**Exercise goal**
Only the number is needed: how many lines in the entries below contain the string "overflow"?

**Stored items**
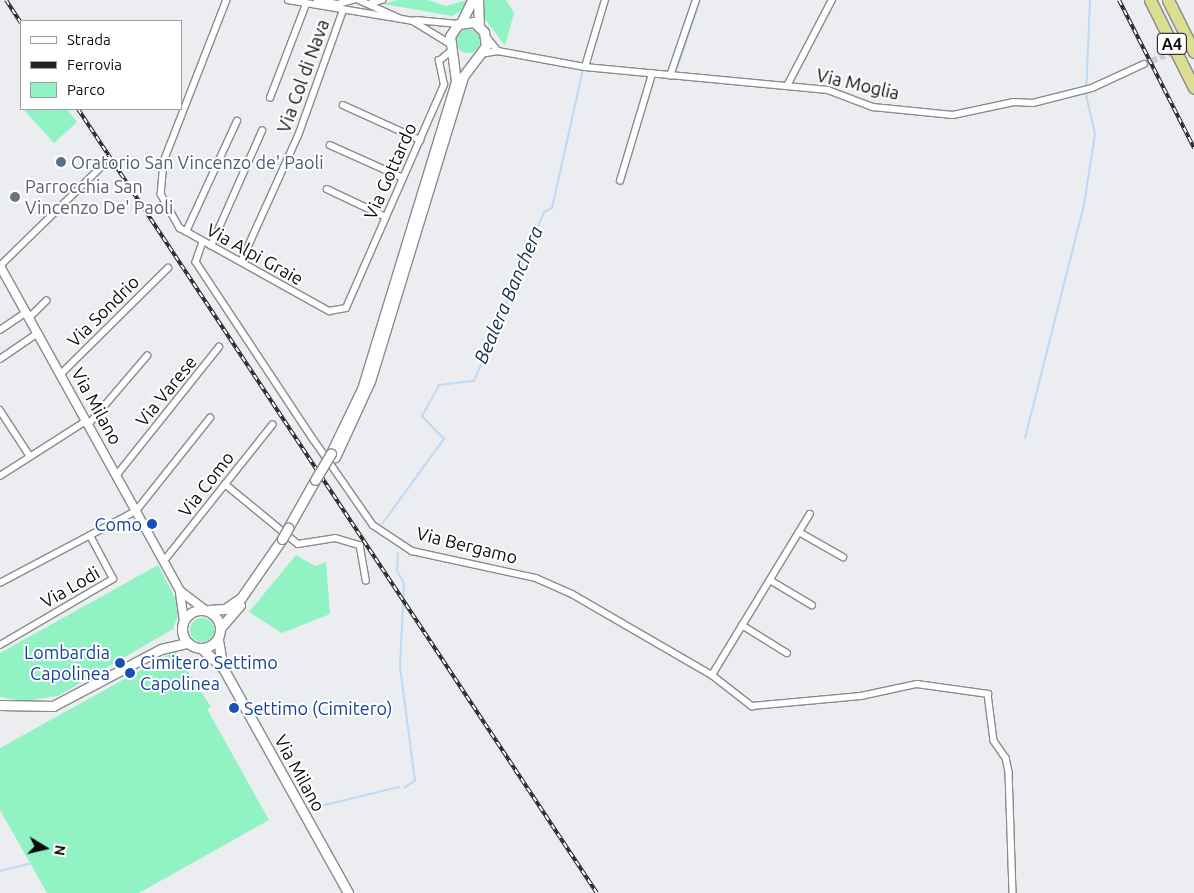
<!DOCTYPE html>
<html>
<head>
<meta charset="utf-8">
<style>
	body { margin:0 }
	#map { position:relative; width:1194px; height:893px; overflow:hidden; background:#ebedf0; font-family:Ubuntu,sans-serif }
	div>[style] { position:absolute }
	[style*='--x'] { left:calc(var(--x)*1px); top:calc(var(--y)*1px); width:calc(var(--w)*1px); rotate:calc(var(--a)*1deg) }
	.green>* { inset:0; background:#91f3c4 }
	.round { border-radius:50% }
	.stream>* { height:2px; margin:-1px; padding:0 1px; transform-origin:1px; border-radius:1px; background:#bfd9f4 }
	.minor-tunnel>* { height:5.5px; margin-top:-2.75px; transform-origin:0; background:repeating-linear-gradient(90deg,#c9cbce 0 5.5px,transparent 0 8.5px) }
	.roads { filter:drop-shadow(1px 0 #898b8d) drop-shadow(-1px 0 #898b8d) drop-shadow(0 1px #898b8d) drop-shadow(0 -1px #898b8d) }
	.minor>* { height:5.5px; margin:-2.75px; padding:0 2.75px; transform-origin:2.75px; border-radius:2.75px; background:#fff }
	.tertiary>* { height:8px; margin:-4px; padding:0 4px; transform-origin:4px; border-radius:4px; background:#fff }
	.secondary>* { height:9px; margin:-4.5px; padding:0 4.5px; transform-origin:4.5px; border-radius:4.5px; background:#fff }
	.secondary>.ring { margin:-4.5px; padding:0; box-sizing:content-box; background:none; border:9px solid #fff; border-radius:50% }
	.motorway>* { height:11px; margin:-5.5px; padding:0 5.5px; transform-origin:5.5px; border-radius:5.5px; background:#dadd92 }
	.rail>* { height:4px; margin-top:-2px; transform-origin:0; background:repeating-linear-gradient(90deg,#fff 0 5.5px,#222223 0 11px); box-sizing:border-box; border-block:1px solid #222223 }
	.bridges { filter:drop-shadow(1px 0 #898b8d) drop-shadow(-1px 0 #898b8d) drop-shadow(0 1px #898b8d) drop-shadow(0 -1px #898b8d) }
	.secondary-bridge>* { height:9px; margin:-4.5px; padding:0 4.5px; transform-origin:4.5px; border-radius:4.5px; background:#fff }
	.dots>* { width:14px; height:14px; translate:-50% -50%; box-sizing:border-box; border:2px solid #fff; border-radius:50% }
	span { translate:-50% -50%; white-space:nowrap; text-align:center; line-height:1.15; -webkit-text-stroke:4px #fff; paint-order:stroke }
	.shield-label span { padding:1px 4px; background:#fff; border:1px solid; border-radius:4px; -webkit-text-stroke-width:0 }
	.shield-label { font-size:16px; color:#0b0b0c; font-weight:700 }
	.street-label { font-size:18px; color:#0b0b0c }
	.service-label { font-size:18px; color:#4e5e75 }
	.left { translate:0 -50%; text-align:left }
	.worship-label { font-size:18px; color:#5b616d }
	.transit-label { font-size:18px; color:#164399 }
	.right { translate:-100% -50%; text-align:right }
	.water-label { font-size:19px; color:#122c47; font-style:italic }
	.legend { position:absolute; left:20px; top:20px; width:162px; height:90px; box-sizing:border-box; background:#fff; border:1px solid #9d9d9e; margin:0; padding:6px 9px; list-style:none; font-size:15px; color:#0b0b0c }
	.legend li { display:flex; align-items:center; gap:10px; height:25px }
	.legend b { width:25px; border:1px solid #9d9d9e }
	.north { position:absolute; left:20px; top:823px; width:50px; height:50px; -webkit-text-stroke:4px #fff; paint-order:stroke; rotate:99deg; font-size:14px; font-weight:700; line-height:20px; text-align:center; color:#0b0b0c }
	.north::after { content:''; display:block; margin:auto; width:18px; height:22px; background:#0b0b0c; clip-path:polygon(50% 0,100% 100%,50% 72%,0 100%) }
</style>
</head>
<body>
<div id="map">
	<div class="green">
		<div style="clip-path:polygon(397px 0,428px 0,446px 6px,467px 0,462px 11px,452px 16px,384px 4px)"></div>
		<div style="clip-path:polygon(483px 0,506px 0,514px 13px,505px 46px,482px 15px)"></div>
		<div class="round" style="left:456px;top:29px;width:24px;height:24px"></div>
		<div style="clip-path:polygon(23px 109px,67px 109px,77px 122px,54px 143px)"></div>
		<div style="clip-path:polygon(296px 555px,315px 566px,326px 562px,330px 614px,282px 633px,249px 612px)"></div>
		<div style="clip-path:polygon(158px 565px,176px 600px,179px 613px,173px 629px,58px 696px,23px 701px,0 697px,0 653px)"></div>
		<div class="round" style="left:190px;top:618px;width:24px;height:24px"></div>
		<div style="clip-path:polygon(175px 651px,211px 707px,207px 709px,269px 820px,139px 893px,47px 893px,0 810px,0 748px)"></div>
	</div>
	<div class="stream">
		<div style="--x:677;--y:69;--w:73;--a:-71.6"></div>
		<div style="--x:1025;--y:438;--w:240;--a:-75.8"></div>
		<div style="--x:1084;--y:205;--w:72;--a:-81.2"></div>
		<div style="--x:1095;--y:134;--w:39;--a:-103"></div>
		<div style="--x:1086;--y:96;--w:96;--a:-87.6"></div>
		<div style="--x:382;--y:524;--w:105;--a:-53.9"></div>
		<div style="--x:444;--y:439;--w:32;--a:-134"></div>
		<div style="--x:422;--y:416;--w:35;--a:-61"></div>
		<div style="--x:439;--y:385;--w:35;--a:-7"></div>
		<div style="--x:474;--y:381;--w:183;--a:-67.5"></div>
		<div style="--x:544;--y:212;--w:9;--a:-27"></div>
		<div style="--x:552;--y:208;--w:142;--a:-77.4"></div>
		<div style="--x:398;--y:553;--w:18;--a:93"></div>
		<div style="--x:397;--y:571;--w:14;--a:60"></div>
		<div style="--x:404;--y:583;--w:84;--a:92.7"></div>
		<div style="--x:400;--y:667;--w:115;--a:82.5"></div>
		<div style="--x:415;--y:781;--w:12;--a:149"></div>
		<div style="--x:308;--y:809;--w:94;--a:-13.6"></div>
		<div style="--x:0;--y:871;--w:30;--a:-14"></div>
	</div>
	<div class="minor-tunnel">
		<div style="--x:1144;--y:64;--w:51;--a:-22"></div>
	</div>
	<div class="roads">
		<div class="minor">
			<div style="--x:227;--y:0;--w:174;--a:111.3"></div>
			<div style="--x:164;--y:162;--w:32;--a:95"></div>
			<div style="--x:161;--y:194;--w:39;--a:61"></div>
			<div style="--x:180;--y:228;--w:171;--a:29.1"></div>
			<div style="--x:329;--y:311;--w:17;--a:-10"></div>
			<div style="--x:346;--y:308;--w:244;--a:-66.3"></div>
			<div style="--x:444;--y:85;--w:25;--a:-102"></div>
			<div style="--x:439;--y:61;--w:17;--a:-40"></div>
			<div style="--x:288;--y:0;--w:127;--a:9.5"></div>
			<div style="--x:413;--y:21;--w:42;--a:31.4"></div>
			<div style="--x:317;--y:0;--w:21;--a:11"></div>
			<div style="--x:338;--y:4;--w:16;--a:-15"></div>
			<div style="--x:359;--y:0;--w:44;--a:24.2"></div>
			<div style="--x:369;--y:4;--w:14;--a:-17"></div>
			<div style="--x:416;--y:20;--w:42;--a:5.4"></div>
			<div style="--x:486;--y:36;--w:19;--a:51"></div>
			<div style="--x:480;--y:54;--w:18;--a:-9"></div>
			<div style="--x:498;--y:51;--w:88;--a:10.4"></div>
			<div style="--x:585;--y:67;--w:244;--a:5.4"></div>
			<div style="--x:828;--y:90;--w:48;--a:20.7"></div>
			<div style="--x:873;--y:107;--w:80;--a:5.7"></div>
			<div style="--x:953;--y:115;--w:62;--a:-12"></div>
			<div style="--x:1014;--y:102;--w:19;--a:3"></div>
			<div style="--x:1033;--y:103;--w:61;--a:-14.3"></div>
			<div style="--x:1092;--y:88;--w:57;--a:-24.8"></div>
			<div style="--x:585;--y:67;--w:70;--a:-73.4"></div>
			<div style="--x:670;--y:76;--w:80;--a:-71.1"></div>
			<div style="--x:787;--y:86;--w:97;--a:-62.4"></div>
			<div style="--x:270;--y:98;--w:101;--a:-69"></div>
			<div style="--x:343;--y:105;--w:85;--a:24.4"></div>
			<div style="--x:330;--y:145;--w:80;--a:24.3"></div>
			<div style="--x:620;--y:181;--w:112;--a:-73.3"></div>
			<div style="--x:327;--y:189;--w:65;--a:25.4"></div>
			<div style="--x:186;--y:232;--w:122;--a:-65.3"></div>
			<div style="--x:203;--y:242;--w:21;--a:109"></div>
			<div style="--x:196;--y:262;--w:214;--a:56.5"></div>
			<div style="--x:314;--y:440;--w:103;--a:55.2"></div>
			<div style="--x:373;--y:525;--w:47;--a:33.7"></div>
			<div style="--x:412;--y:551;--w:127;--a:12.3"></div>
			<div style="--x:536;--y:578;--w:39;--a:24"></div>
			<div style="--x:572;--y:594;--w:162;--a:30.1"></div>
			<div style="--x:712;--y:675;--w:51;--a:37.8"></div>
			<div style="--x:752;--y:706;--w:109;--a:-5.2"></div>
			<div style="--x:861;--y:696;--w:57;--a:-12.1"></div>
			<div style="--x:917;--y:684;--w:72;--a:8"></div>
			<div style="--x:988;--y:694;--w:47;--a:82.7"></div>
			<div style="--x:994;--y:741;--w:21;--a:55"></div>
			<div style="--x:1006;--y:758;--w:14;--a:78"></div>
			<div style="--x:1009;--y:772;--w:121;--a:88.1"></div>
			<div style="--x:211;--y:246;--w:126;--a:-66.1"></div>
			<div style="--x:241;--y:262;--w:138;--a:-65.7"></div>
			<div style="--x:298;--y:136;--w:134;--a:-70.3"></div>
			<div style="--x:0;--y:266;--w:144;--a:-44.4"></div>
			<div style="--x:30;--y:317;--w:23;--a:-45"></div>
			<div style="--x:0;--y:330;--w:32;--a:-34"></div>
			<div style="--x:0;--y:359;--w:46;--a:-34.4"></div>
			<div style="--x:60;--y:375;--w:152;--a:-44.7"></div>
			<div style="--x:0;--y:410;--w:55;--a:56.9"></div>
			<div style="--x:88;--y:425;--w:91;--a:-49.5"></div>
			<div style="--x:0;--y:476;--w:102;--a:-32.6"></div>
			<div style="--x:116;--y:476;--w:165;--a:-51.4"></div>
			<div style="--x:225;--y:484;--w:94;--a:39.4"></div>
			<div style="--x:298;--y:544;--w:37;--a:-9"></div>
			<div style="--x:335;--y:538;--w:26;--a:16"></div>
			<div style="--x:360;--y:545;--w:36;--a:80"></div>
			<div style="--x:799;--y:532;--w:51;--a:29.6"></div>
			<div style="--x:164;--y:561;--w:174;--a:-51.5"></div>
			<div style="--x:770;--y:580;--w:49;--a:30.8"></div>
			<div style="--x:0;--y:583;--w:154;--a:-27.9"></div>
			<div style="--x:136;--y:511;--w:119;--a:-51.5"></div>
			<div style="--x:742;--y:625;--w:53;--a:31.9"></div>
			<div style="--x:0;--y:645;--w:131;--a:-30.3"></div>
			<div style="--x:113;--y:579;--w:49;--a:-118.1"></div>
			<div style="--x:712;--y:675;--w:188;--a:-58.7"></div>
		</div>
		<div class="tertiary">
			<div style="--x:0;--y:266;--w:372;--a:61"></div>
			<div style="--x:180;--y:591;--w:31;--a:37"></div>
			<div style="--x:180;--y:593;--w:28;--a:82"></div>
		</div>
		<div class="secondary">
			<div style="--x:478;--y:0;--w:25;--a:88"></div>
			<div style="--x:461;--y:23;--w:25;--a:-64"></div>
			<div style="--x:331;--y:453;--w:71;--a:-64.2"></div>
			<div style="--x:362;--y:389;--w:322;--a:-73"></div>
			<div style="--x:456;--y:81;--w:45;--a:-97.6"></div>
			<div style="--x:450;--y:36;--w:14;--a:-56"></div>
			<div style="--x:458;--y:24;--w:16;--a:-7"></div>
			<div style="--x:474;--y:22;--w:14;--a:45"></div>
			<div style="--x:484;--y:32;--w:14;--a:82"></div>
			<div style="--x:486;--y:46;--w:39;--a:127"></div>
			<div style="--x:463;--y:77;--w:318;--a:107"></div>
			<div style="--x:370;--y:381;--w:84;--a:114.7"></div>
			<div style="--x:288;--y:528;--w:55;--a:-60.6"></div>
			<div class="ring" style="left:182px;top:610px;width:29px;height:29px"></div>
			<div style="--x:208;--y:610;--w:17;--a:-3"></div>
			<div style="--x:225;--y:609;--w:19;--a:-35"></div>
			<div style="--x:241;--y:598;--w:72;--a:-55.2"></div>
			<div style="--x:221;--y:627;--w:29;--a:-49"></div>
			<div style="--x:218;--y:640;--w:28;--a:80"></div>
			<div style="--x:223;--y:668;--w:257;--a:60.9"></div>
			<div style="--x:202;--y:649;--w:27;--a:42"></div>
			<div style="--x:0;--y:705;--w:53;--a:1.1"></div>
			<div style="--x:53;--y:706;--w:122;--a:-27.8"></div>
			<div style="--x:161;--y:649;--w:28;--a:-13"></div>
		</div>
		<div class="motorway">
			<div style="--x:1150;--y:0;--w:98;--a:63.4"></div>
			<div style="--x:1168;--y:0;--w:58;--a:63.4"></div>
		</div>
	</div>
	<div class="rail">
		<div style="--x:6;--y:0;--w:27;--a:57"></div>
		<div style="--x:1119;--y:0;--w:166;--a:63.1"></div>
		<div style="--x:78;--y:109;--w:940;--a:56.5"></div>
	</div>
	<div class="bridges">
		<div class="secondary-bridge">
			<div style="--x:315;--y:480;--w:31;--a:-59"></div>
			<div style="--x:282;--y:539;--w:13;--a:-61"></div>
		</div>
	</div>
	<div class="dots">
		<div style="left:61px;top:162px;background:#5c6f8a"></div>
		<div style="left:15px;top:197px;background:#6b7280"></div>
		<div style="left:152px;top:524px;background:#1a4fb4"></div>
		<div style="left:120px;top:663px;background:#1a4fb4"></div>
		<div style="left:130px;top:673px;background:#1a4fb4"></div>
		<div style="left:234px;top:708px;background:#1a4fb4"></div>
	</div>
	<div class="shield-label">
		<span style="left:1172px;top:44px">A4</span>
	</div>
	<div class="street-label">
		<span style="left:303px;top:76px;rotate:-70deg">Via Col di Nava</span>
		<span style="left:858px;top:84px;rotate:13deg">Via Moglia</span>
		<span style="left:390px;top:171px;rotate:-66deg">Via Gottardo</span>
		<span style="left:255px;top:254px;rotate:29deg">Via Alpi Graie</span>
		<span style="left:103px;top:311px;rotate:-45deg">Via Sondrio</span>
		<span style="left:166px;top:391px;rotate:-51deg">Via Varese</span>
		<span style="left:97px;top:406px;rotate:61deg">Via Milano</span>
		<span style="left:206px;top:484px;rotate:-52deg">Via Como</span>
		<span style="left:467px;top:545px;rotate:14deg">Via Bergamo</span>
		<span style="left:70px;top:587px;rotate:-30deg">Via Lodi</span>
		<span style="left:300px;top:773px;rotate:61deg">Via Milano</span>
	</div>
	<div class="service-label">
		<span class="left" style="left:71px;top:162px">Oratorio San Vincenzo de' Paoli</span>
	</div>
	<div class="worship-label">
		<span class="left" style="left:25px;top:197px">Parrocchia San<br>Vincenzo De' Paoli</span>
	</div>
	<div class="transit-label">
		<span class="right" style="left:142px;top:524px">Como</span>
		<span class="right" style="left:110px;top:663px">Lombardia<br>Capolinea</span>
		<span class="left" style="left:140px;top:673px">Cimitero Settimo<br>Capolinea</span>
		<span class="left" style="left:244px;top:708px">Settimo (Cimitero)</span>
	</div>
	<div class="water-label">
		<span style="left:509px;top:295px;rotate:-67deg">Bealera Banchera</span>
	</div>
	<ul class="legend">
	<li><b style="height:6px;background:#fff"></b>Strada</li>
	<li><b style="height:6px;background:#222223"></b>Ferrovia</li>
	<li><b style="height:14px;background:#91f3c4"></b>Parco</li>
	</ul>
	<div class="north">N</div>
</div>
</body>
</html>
* * *
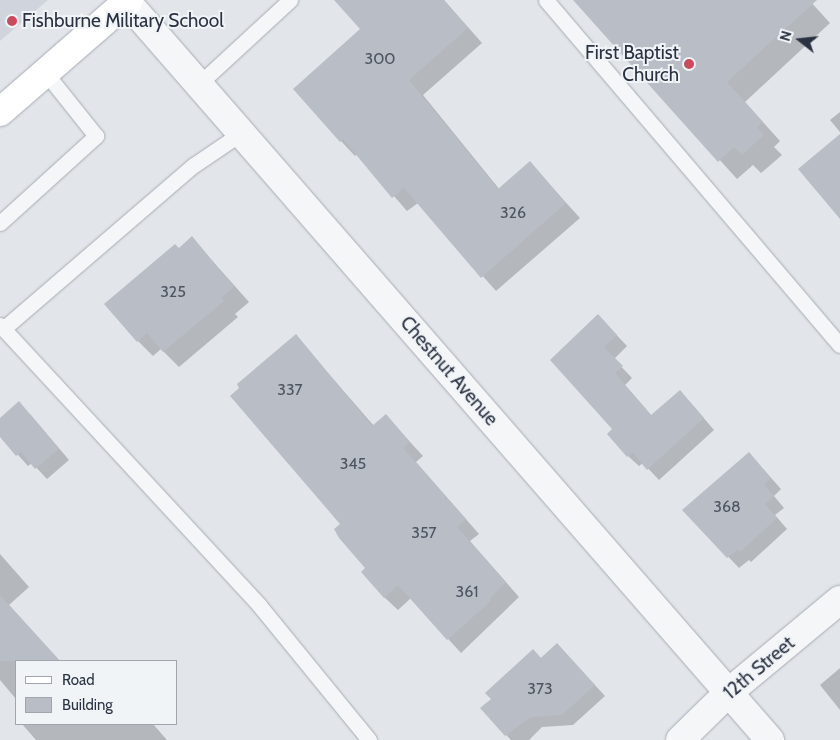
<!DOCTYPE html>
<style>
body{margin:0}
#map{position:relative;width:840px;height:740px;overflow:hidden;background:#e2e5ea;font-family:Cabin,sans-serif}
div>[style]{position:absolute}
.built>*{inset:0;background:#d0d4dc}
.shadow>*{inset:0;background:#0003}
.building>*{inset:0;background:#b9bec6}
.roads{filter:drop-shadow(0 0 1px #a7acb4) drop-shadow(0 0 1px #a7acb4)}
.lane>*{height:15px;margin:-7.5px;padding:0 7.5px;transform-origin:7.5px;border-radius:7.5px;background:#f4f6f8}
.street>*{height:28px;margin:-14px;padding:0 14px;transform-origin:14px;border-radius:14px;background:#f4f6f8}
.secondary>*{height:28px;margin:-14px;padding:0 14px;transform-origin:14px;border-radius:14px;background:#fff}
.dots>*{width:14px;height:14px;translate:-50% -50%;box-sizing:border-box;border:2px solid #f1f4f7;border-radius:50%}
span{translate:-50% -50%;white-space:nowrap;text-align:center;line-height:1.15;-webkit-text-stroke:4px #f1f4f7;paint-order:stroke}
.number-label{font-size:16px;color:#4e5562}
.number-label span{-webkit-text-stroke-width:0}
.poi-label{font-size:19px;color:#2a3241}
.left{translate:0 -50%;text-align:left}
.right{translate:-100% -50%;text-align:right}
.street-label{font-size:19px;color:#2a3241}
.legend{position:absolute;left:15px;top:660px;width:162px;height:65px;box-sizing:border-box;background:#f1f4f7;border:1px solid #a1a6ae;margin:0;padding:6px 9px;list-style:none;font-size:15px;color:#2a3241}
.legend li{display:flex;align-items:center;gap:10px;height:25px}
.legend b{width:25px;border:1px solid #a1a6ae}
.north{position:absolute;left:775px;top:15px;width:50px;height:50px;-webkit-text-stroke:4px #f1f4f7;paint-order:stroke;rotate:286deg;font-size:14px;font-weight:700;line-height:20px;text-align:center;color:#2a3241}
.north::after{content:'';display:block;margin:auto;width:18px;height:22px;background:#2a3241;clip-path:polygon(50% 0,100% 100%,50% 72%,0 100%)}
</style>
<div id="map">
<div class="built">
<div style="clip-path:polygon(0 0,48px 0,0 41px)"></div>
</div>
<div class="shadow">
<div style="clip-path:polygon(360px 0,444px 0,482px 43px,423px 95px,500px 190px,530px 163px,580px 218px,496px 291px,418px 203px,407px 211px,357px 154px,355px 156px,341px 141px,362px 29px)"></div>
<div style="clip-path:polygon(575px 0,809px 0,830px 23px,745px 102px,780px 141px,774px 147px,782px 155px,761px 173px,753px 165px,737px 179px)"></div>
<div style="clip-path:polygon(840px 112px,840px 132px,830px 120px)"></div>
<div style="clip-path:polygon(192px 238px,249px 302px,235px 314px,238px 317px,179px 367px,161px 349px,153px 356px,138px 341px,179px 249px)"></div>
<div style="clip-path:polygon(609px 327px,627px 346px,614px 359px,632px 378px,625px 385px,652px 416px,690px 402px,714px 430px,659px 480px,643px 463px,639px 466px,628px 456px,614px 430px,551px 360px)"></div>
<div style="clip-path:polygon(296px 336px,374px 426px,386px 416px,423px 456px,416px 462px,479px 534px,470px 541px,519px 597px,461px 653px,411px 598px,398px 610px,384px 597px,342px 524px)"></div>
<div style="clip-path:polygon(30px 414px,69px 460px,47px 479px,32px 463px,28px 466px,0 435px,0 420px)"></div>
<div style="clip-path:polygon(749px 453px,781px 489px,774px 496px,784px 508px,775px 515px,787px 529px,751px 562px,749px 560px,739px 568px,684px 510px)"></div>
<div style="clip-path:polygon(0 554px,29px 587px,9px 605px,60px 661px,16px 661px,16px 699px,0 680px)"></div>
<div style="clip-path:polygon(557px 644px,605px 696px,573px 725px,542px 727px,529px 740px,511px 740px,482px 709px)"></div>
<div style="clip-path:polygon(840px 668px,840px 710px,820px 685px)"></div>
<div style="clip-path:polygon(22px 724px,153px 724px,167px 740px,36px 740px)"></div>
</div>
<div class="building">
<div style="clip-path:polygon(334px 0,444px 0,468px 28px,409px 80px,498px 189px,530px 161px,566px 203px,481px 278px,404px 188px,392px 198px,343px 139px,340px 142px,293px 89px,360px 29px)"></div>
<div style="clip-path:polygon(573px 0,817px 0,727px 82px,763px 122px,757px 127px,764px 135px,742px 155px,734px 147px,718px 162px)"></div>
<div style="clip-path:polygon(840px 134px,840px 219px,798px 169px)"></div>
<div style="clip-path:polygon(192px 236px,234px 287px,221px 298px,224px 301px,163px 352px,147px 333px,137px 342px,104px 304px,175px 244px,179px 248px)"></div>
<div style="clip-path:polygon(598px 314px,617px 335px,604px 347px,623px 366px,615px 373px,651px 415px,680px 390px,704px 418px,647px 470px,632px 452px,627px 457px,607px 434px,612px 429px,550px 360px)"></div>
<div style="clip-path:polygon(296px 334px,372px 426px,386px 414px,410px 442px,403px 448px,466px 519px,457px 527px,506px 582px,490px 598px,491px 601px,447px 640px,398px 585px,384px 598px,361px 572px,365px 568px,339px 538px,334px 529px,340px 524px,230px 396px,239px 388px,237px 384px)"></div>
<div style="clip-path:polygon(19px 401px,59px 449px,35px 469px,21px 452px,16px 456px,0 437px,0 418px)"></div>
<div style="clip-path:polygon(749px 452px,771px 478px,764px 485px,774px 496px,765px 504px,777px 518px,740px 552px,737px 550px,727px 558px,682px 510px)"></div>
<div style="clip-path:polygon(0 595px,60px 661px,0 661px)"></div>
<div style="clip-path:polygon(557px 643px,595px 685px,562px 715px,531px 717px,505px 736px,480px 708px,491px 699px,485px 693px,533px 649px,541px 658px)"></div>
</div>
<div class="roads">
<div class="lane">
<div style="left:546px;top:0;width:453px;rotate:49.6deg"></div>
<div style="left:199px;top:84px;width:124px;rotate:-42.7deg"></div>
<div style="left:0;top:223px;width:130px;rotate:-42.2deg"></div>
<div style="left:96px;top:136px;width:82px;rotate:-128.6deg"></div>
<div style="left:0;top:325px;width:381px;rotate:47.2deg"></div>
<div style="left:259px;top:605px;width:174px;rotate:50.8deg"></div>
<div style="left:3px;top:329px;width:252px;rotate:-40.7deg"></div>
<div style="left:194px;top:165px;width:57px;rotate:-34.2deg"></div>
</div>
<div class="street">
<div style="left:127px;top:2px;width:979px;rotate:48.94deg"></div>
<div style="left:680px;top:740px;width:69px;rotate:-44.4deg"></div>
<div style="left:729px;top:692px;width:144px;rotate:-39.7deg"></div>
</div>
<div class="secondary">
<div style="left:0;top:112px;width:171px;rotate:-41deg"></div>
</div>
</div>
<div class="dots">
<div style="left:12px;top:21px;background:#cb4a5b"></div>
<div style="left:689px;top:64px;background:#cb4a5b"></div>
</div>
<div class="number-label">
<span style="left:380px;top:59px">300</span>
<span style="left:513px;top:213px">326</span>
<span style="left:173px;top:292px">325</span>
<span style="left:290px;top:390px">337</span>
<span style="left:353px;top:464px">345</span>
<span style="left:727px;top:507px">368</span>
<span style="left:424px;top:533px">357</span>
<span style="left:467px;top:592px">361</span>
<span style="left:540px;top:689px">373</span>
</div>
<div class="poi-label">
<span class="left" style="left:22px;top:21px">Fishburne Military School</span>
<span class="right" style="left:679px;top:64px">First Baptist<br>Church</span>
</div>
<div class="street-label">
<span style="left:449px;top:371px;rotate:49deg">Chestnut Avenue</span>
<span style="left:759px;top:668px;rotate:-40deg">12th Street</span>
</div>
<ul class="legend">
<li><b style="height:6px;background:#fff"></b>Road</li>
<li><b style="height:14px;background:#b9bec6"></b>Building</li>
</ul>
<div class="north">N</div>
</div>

**Problem solution**
2